John the Baptist called Israel to a similar humbling, a humbling of national repentance from a life-style that had become more pagan than covenantal. He called Israel to return to their spiritual entry point at the Jordan and to wash away their sins like Naaman.
Jesus joined the crowds who heeded the words of John. It wasn't that he had personal sins to confess, but he chose to ‘number himself with the transgressors’, as Isaiah had said, to confess his love for God and his solidarity with Israel, to stand with a nation that needed to repent. Down to the Jordan he went, into the waters of death, the waters of judgment and mercy, drenched in obedience and sacrifice.
Here was the True Israel, giving himself for God’s sake on behalf of others.

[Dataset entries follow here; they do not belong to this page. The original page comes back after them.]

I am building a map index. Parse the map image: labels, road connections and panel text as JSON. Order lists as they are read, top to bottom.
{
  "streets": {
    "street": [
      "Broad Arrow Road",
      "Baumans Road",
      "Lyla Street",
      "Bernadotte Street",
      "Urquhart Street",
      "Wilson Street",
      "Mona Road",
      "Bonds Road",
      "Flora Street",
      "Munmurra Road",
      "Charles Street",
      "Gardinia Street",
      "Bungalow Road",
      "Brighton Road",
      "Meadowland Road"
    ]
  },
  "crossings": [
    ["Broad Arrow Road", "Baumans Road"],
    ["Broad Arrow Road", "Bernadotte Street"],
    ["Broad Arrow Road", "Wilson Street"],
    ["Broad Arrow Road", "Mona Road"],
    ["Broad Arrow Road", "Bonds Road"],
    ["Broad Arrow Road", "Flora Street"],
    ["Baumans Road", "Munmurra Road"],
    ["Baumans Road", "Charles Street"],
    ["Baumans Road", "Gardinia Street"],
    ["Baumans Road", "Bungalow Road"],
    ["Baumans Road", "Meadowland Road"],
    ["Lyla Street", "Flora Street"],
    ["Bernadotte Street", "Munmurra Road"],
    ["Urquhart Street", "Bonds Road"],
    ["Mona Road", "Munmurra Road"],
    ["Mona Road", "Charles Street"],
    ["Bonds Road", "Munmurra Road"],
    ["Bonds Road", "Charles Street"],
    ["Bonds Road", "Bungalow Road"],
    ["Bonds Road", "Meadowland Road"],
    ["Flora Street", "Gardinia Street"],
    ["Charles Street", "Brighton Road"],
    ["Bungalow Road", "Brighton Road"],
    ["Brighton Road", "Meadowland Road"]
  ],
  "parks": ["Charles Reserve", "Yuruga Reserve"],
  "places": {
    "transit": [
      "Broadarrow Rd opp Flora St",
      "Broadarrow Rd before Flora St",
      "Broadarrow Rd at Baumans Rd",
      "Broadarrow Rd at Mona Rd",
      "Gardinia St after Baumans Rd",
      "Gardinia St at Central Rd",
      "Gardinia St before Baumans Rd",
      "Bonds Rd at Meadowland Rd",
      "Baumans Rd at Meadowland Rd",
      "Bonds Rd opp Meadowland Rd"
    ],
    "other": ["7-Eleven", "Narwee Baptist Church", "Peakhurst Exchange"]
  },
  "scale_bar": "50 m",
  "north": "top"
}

As Jesus came up out of the river, foreshadowing his own future resurrection, the heavens seemed to split open. God’s Spirit descended dove-like, and the Father’s voice spoke, announcing that in this act of Jesus, God was plunging into the affairs of earth and that God couldn’t be happier. The kingdom of God on earth was being unveiled.
This symbolic act of baptism launched Jesus on a journey to Jerusalem and eventual confrontation with the powers of darkness. His baptism pre-figured his death and resurrection, the historic event from which a new humanity was born.
As the Anglican Prayer Book says, “to be a Christian is to be part of a new creation which rises from the dark waters of Christ’s death into the dawn of his risen life. Christians are not just baptized individuals; they are a new humanity.”
That is why Jesus took the plunge. This is the great community and the great adventure we plunge into when we resolve to follow him. This is the great joy we miss when we plunge into lesser things.